**Work item**
Return the records below exactly; pictures stay out.

----

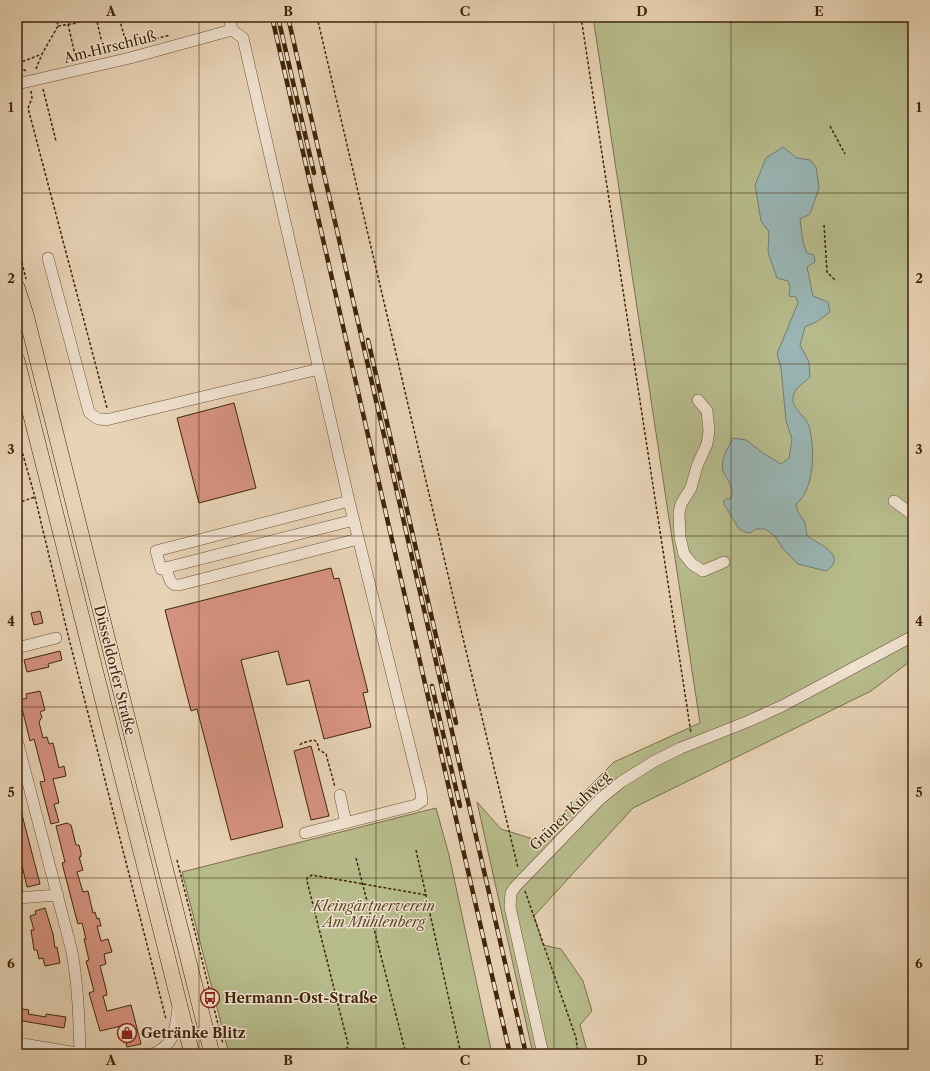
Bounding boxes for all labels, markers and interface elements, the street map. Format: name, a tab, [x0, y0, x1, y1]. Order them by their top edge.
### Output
text: A	[105, 3, 117, 19]
text: B	[283, 3, 293, 19]
text: C	[460, 3, 470, 19]
text: D	[636, 3, 648, 19]
text: E	[814, 3, 824, 19]
street label: Am Hirschfuß	[61, 27, 158, 67]
text: 1	[8, 99, 14, 115]
text: 1	[916, 99, 922, 115]
text: 2	[7, 270, 15, 286]
text: 2	[915, 270, 923, 286]
text: 3	[7, 441, 15, 457]
text: 3	[915, 441, 923, 457]
street label: Düsseldorfer Straße	[90, 603, 140, 737]
text: 4	[7, 613, 15, 629]
text: 4	[915, 613, 923, 629]
street label: Grüner Kuhweg	[526, 767, 615, 854]
text: 5	[7, 784, 15, 800]
text: 5	[915, 784, 923, 800]
park label: Kleingärtnerverein Am Mühlenberg	[312, 897, 435, 931]
text: 6	[7, 955, 15, 971]
text: 6	[915, 955, 923, 971]
bus stop icon: Hermann-Ost-Straße	[199, 987, 221, 1009]
place label: Hermann-Ost-Straße	[224, 989, 378, 1007]
shop icon: Getränke Blitz	[116, 1022, 138, 1044]
place label: Getränke Blitz	[141, 1024, 246, 1042]
text: A	[105, 1052, 117, 1068]
text: B	[283, 1052, 293, 1068]
text: C	[460, 1052, 470, 1068]
text: D	[636, 1052, 648, 1068]
text: E	[814, 1052, 824, 1068]

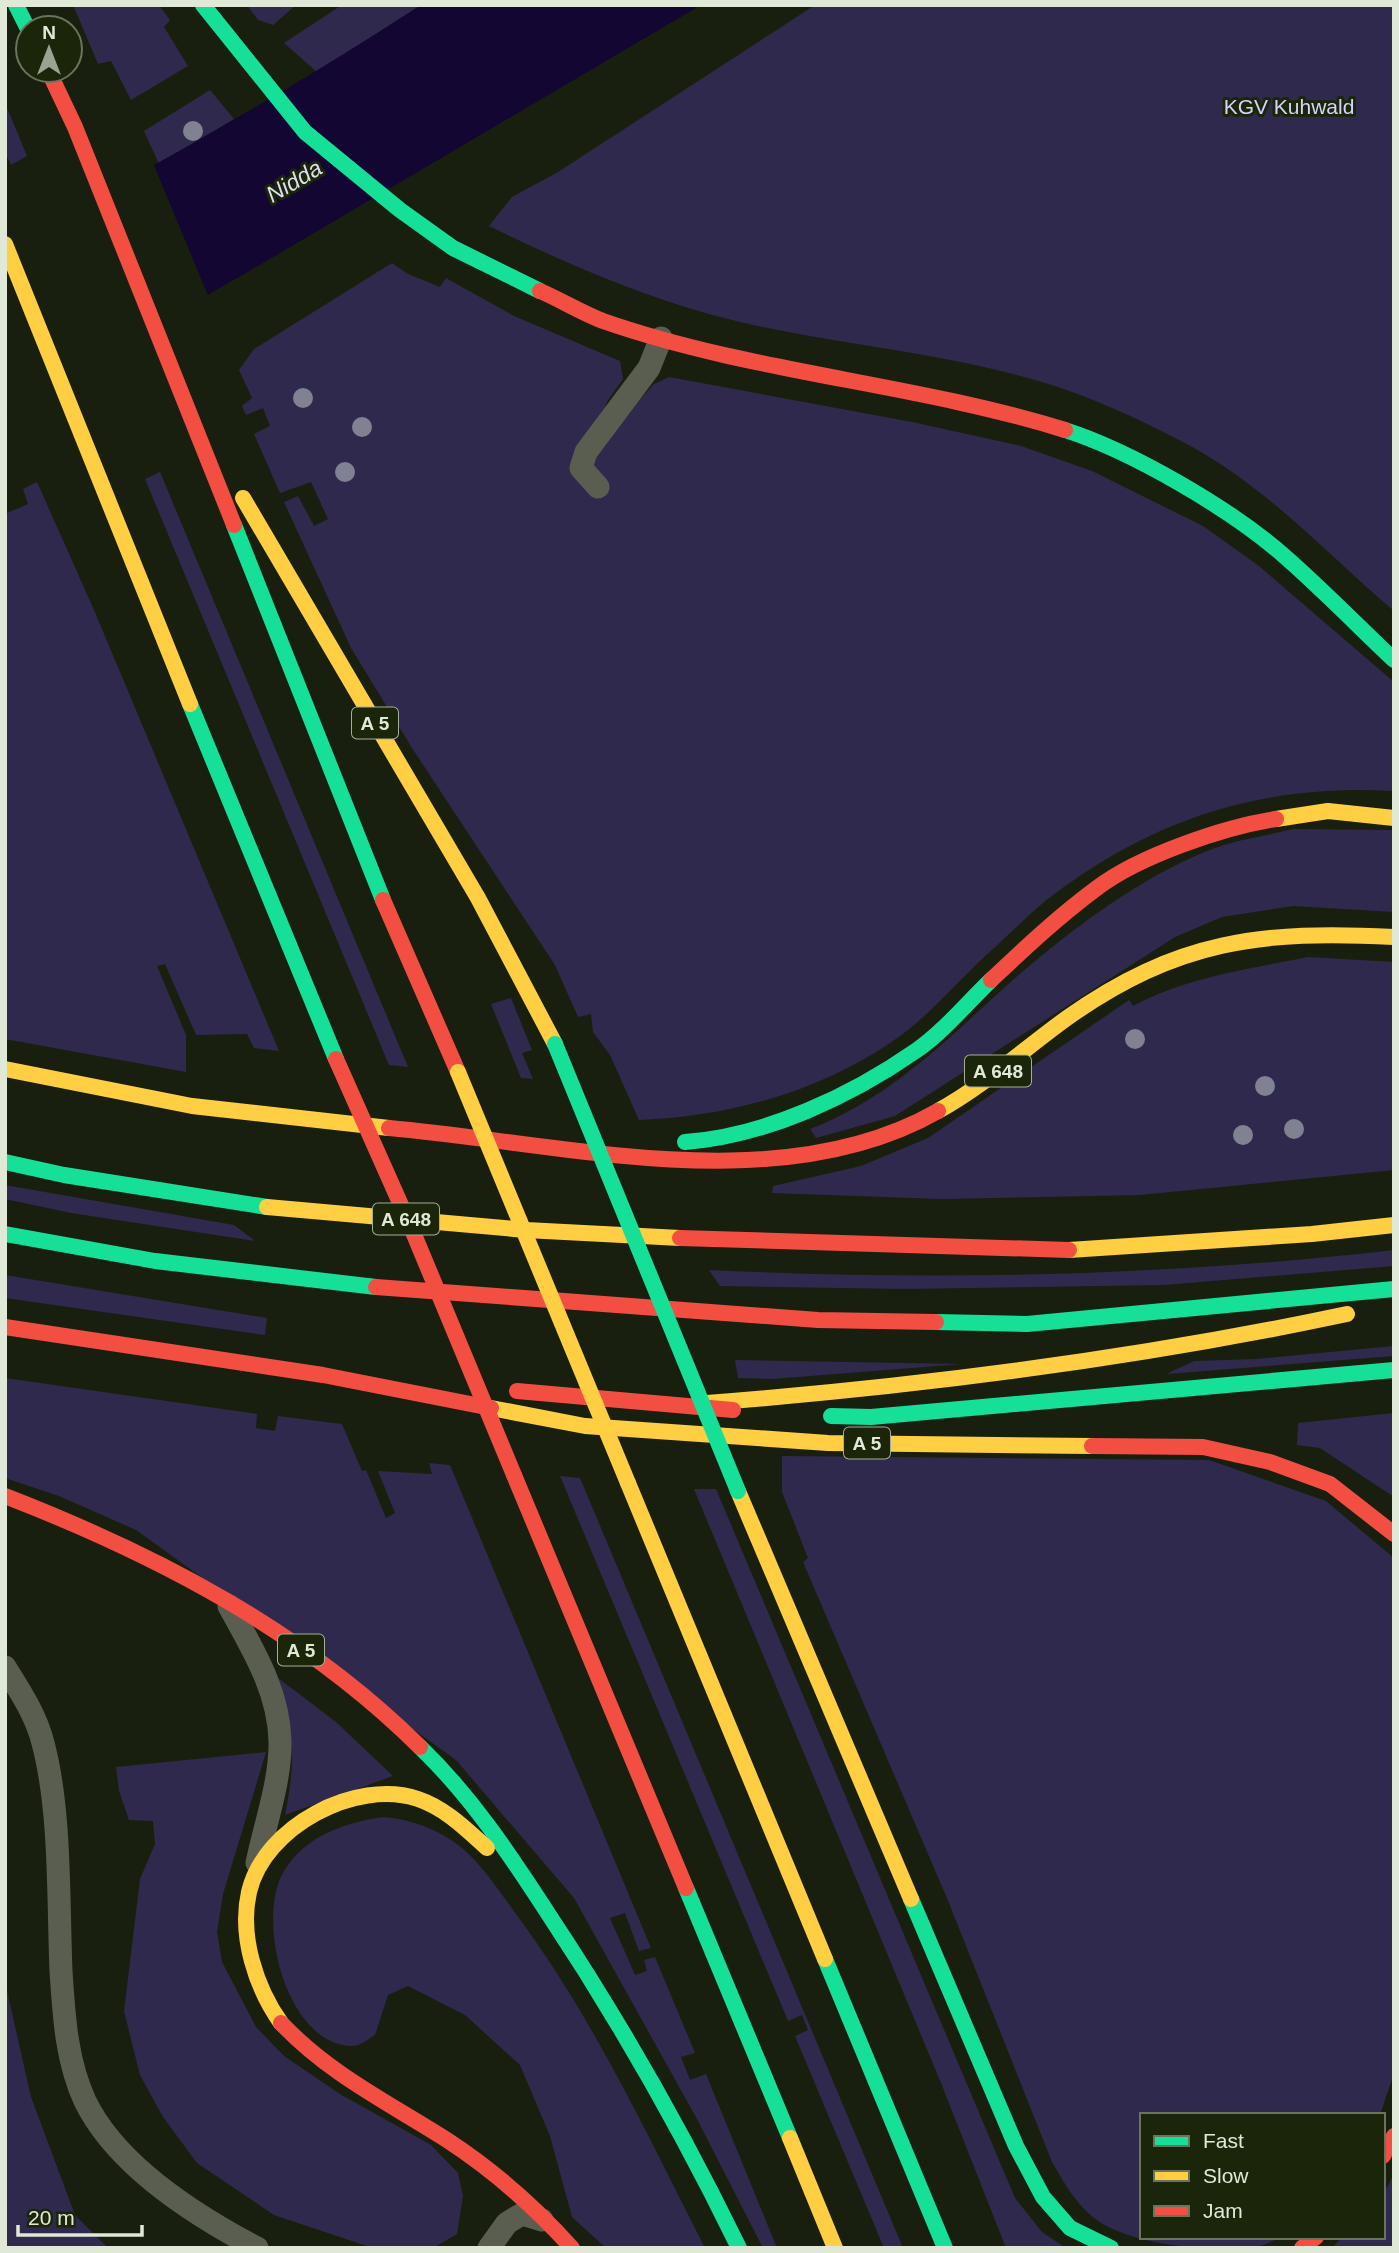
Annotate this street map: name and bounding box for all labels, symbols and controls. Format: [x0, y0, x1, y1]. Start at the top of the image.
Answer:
north arrow [14, 14, 84, 84]
text: N [42, 22, 56, 43]
park label: KGV Kuhwald [1224, 95, 1354, 118]
water label: Nidda [262, 154, 326, 208]
road number: A 5 [352, 708, 398, 738]
road number: A 648 [965, 1056, 1031, 1086]
road number: A 648 [373, 1204, 439, 1234]
road number: A 5 [844, 1428, 890, 1458]
road number: A 5 [278, 1634, 324, 1666]
legend [1140, 2113, 1385, 2239]
text: Fast [1203, 2129, 1244, 2152]
text: Slow [1203, 2164, 1249, 2187]
scale bar [18, 2194, 142, 2238]
text: Jam [1203, 2199, 1243, 2222]
text: 20 m [28, 2206, 75, 2229]

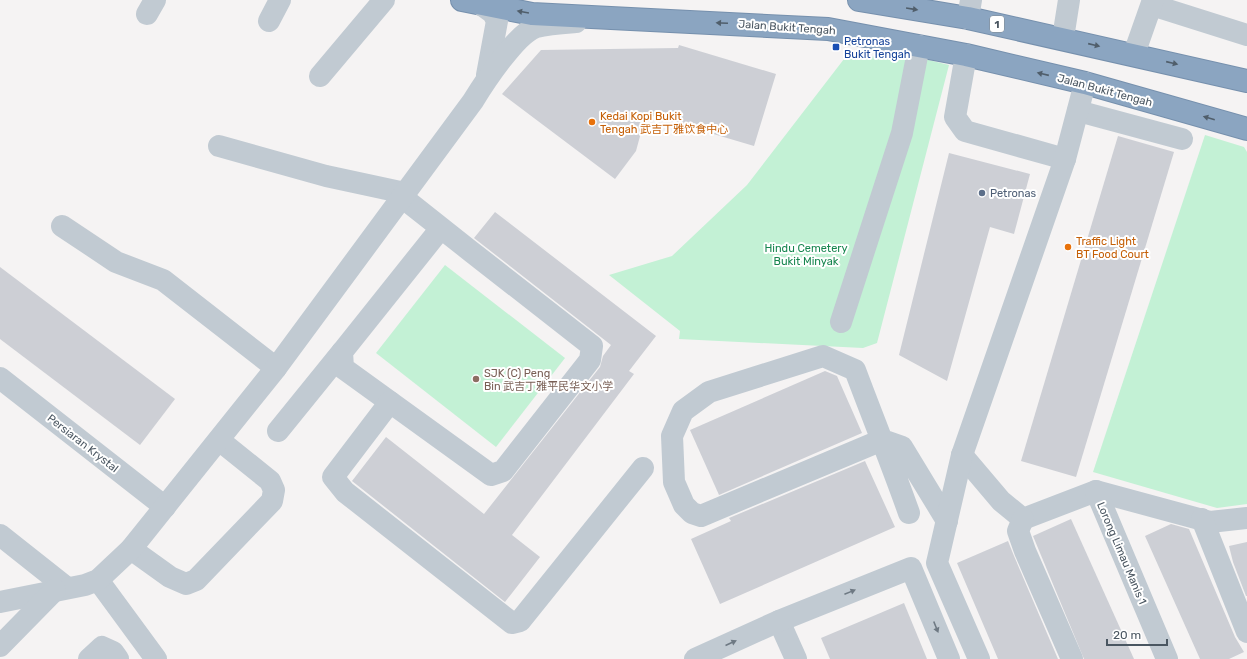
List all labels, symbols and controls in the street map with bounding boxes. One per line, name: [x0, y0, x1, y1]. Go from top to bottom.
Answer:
one-way arrow: [906, 6, 918, 12]
one-way arrow: [517, 9, 529, 15]
road number: 1: [990, 16, 1004, 32]
street label: Jalan Bukit Tengah: [738, 18, 836, 37]
one-way arrow: [716, 19, 728, 26]
place label: Petronas Bukit Tengah: [844, 35, 911, 61]
marker: Petronas Bukit Tengah: [831, 42, 841, 52]
one-way arrow: [1088, 43, 1100, 49]
one-way arrow: [1166, 60, 1178, 66]
one-way arrow: [1037, 70, 1050, 76]
street label: Jalan Bukit Tengah: [1056, 72, 1154, 109]
place label: Kedai Kopi Bukit Tengah 武吉丁雅饮食中心: [600, 110, 728, 136]
one-way arrow: [1203, 115, 1216, 121]
marker: Kedai Kopi Bukit Tengah 武吉丁雅饮食中心: [587, 117, 597, 127]
place label: Petronas: [990, 187, 1037, 200]
marker: Petronas: [977, 188, 987, 198]
place label: Traffic Light BT Food Court: [1076, 235, 1150, 261]
park label: Hindu Cemetery Bukit Minyak: [764, 242, 848, 268]
marker: Traffic Light BT Food Court: [1063, 242, 1073, 252]
place label: SJK (C) Peng Bin 武吉丁雅平民华文小学: [484, 367, 613, 393]
marker: SJK (C) Peng Bin 武吉丁雅平民华文小学: [471, 374, 481, 384]
street label: Persiaran Krystal: [45, 412, 121, 475]
street label: Lorong Limau Manis 1: [1094, 500, 1149, 606]
one-way arrow: [845, 589, 857, 595]
one-way arrow: [933, 621, 939, 633]
scale bar: [1107, 621, 1167, 647]
text: 20 m: [1113, 628, 1141, 642]
one-way arrow: [725, 640, 736, 646]

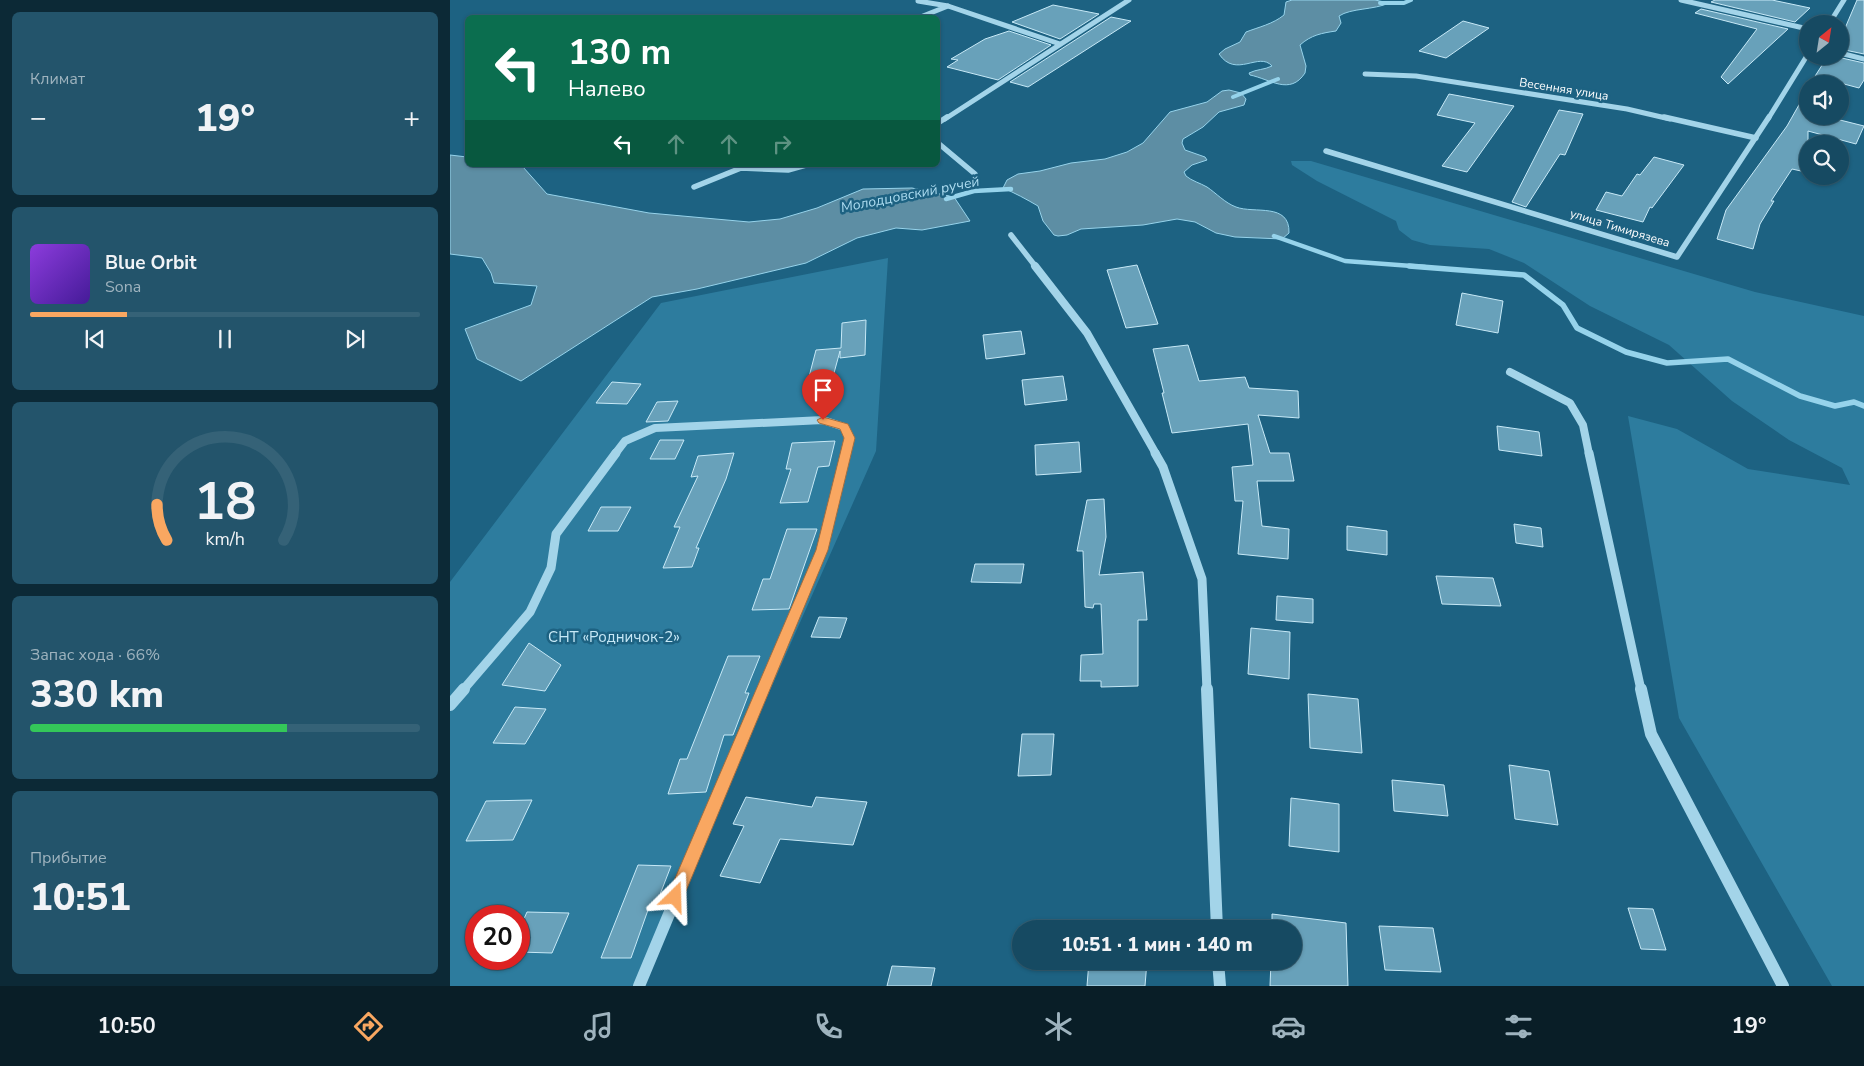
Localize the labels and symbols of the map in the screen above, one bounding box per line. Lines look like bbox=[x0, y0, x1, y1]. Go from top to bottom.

----

**Solution to this task**
Bounding boxes for all labels, markers and interface elements, the street map. Format: name, a tab, [x0, y0, x1, y1]. Order them by their top edge.
### Output
text: A	[105, 3, 117, 19]
text: B	[283, 3, 293, 19]
text: C	[460, 3, 470, 19]
text: D	[636, 3, 648, 19]
text: E	[814, 3, 824, 19]
street label: Am Hirschfuß	[61, 27, 158, 67]
text: 1	[8, 99, 14, 115]
text: 1	[916, 99, 922, 115]
text: 2	[7, 270, 15, 286]
text: 2	[915, 270, 923, 286]
text: 3	[7, 441, 15, 457]
text: 3	[915, 441, 923, 457]
street label: Düsseldorfer Straße	[90, 603, 140, 737]
text: 4	[7, 613, 15, 629]
text: 4	[915, 613, 923, 629]
street label: Grüner Kuhweg	[526, 767, 615, 854]
text: 5	[7, 784, 15, 800]
text: 5	[915, 784, 923, 800]
park label: Kleingärtnerverein Am Mühlenberg	[312, 897, 435, 931]
text: 6	[7, 955, 15, 971]
text: 6	[915, 955, 923, 971]
bus stop icon: Hermann-Ost-Straße	[199, 987, 221, 1009]
place label: Hermann-Ost-Straße	[224, 989, 378, 1007]
shop icon: Getränke Blitz	[116, 1022, 138, 1044]
place label: Getränke Blitz	[141, 1024, 246, 1042]
text: A	[105, 1052, 117, 1068]
text: B	[283, 1052, 293, 1068]
text: C	[460, 1052, 470, 1068]
text: D	[636, 1052, 648, 1068]
text: E	[814, 1052, 824, 1068]

Annotate this street map: name and bounding box for all labels, symbols and controls. Format: [x0, y0, x1, y1]. Start at the top of the image.
Answer:
north arrow [14, 14, 84, 84]
text: N [42, 22, 56, 43]
park label: KGV Kuhwald [1224, 95, 1354, 118]
water label: Nidda [262, 154, 326, 208]
road number: A 5 [352, 708, 398, 738]
road number: A 648 [965, 1056, 1031, 1086]
road number: A 648 [373, 1204, 439, 1234]
road number: A 5 [844, 1428, 890, 1458]
road number: A 5 [278, 1634, 324, 1666]
legend [1140, 2113, 1385, 2239]
text: Fast [1203, 2129, 1244, 2152]
text: Slow [1203, 2164, 1249, 2187]
scale bar [18, 2194, 142, 2238]
text: Jam [1203, 2199, 1243, 2222]
text: 20 m [28, 2206, 75, 2229]

List all labels, symbols and controls in the street map with bounding boxes. One per line, name: [x0, y0, x1, y1]. Go from top to bottom.
Answer:
one-way arrow: [906, 6, 918, 12]
one-way arrow: [517, 9, 529, 15]
road number: 1: [990, 16, 1004, 32]
street label: Jalan Bukit Tengah: [738, 18, 836, 37]
one-way arrow: [716, 19, 728, 26]
place label: Petronas Bukit Tengah: [844, 35, 911, 61]
marker: Petronas Bukit Tengah: [831, 42, 841, 52]
one-way arrow: [1088, 43, 1100, 49]
one-way arrow: [1166, 60, 1178, 66]
one-way arrow: [1037, 70, 1050, 76]
street label: Jalan Bukit Tengah: [1056, 72, 1154, 109]
place label: Kedai Kopi Bukit Tengah 武吉丁雅饮食中心: [600, 110, 728, 136]
one-way arrow: [1203, 115, 1216, 121]
marker: Kedai Kopi Bukit Tengah 武吉丁雅饮食中心: [587, 117, 597, 127]
place label: Petronas: [990, 187, 1037, 200]
marker: Petronas: [977, 188, 987, 198]
place label: Traffic Light BT Food Court: [1076, 235, 1150, 261]
park label: Hindu Cemetery Bukit Minyak: [764, 242, 848, 268]
marker: Traffic Light BT Food Court: [1063, 242, 1073, 252]
place label: SJK (C) Peng Bin 武吉丁雅平民华文小学: [484, 367, 613, 393]
marker: SJK (C) Peng Bin 武吉丁雅平民华文小学: [471, 374, 481, 384]
street label: Persiaran Krystal: [45, 412, 121, 475]
street label: Lorong Limau Manis 1: [1094, 500, 1149, 606]
one-way arrow: [845, 589, 857, 595]
one-way arrow: [933, 621, 939, 633]
scale bar: [1107, 621, 1167, 647]
text: 20 m: [1113, 628, 1141, 642]
one-way arrow: [725, 640, 736, 646]

Localize the labels and symbols of the map in the screen above, one bounding box per line. Lines look like bbox=[x0, y0, x1, y1]. Go from top to bottom.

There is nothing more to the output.